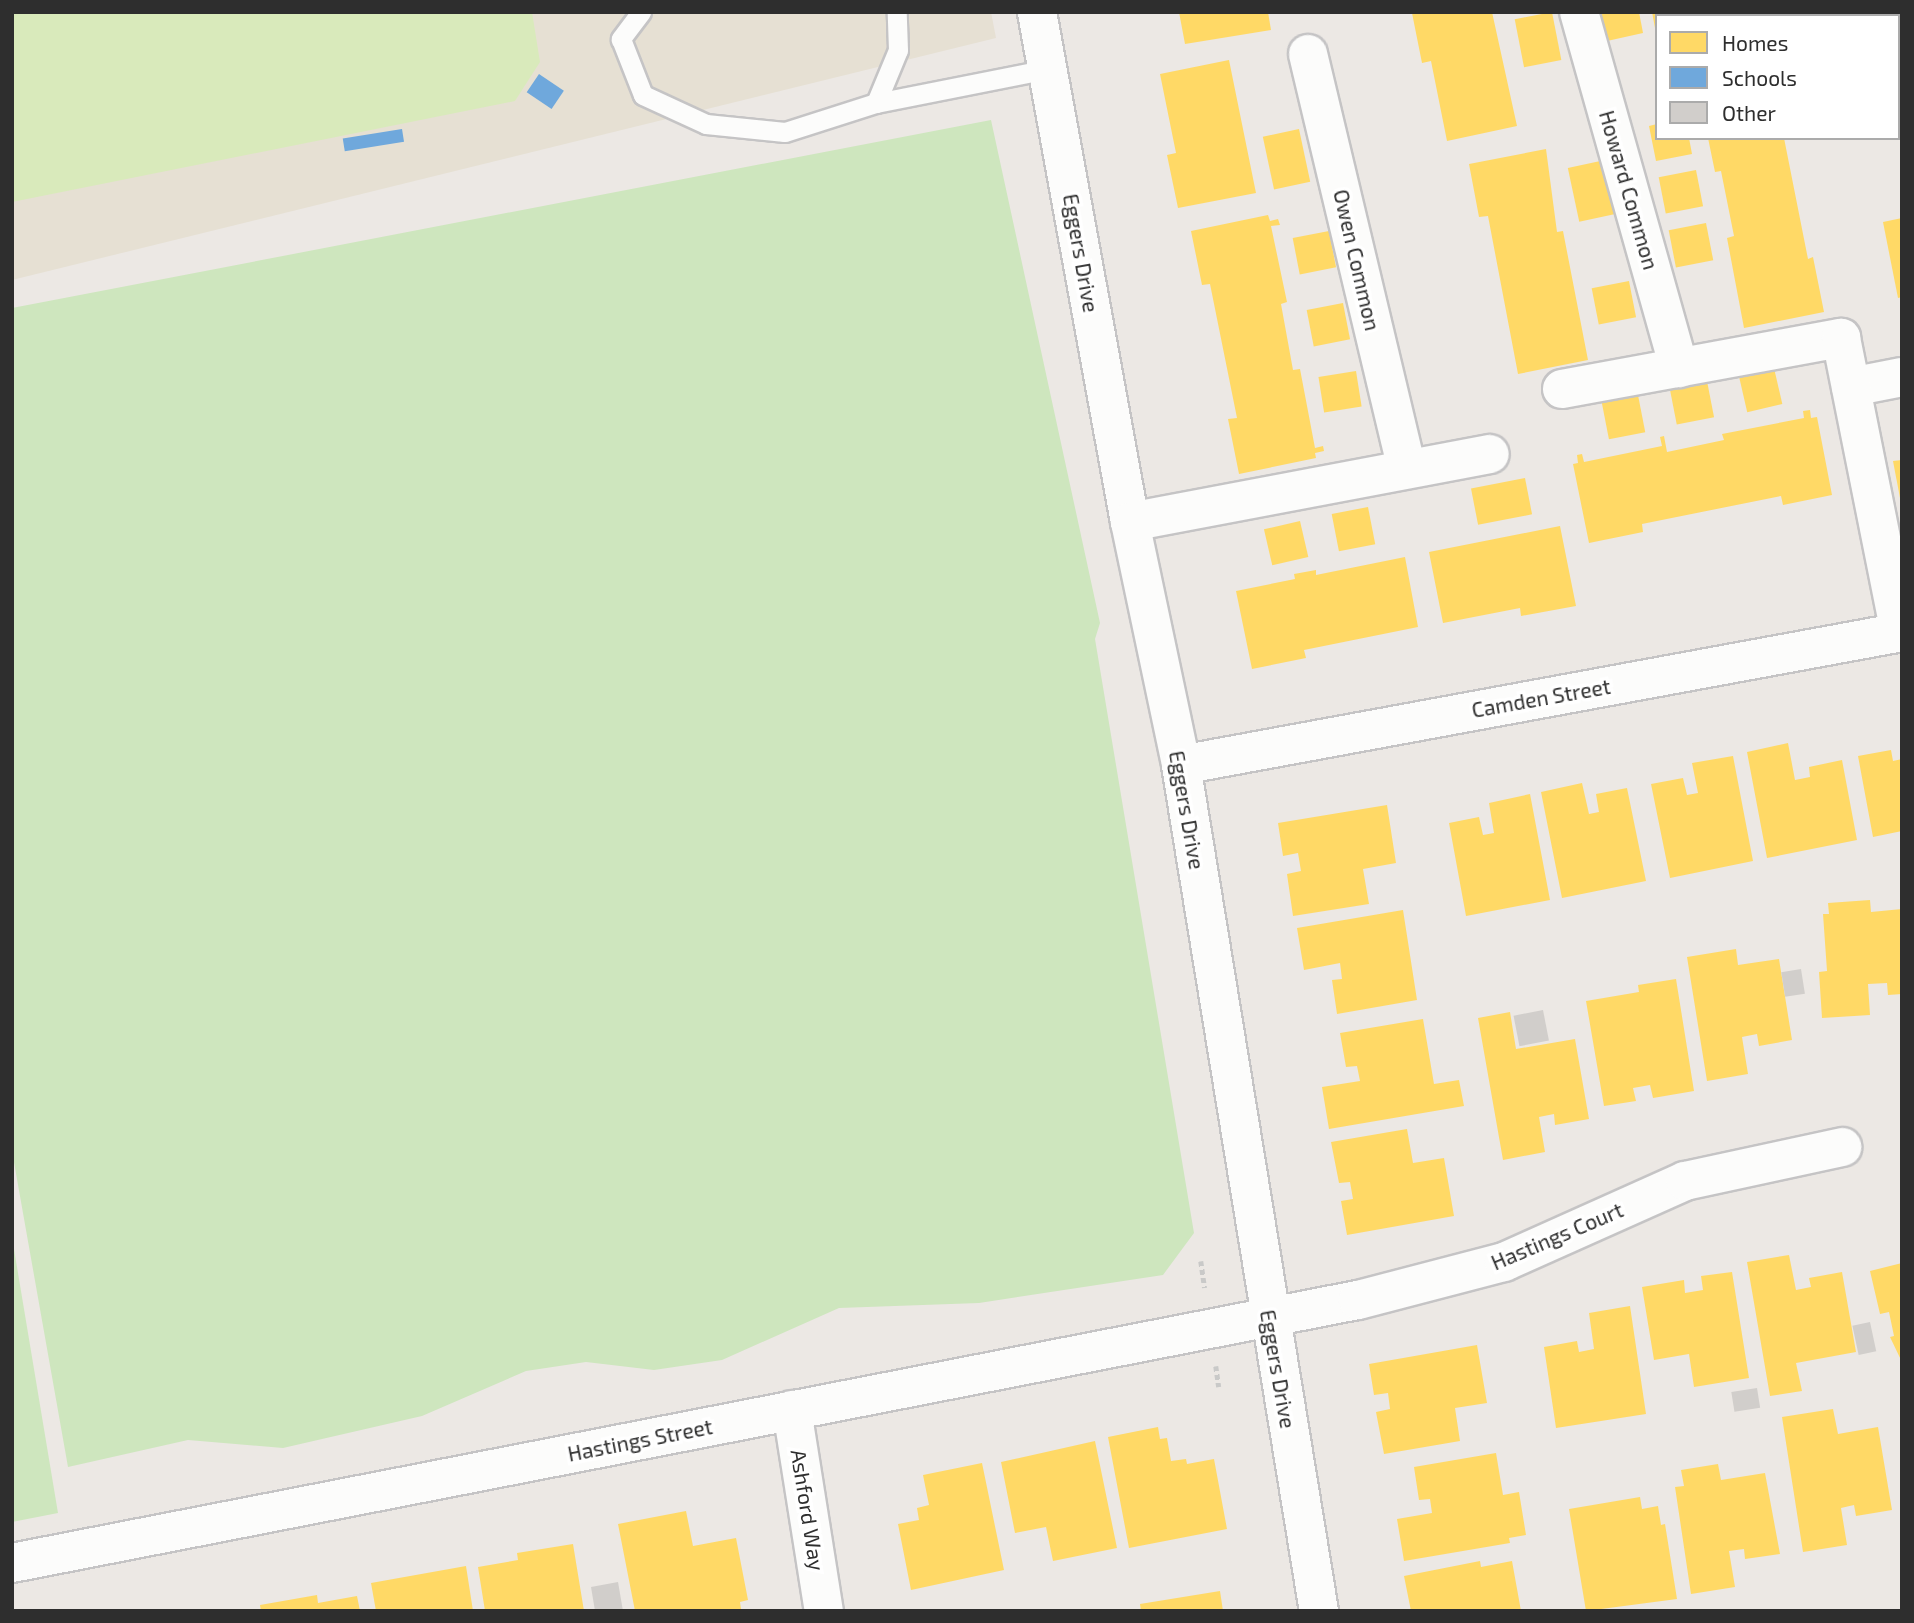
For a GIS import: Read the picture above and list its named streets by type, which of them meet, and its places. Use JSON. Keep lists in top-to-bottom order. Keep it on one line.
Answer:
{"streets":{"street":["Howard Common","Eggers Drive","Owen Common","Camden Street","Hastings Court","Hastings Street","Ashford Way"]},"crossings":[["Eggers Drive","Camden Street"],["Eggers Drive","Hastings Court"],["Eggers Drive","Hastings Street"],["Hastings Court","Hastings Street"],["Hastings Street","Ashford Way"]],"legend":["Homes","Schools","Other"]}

***

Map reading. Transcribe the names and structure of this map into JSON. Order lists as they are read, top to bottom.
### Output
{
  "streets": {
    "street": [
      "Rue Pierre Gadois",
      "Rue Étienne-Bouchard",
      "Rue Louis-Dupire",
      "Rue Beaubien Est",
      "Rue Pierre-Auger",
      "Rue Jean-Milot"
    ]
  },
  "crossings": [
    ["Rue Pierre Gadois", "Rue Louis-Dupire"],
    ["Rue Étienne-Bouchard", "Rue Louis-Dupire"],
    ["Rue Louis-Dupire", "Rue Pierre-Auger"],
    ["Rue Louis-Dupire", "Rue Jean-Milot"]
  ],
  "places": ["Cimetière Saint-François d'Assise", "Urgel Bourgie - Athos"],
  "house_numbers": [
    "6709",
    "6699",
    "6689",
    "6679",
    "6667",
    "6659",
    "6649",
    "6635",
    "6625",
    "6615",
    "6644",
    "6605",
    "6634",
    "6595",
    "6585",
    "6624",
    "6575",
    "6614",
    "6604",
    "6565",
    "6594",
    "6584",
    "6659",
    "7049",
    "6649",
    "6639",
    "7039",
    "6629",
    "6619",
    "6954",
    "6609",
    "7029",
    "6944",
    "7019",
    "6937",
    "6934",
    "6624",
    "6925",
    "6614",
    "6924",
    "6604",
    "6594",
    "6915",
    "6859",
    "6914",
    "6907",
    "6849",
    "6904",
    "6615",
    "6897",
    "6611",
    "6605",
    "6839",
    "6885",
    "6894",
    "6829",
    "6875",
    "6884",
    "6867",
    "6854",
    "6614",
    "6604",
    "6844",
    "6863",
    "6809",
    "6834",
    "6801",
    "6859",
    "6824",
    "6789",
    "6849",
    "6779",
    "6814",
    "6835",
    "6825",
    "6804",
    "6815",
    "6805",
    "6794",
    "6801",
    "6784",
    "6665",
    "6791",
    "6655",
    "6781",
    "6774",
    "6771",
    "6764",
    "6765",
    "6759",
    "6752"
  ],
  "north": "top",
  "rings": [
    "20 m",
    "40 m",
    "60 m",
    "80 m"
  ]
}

***

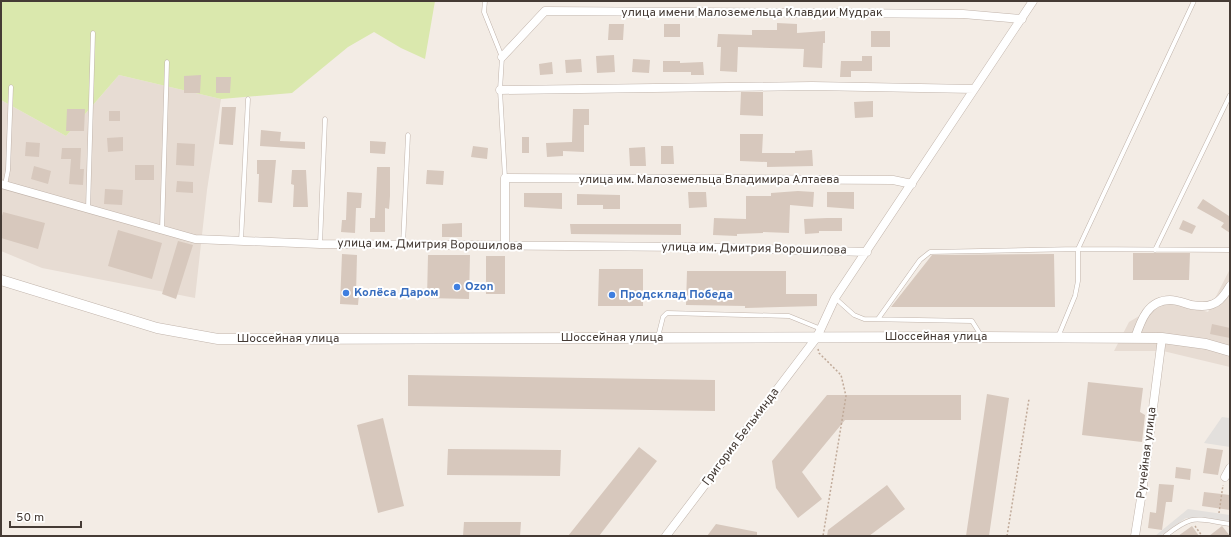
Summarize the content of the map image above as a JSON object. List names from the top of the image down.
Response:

***

Your goal
Report how many lines of the entries above contain "JSON", and give no other output.

Result of this task
3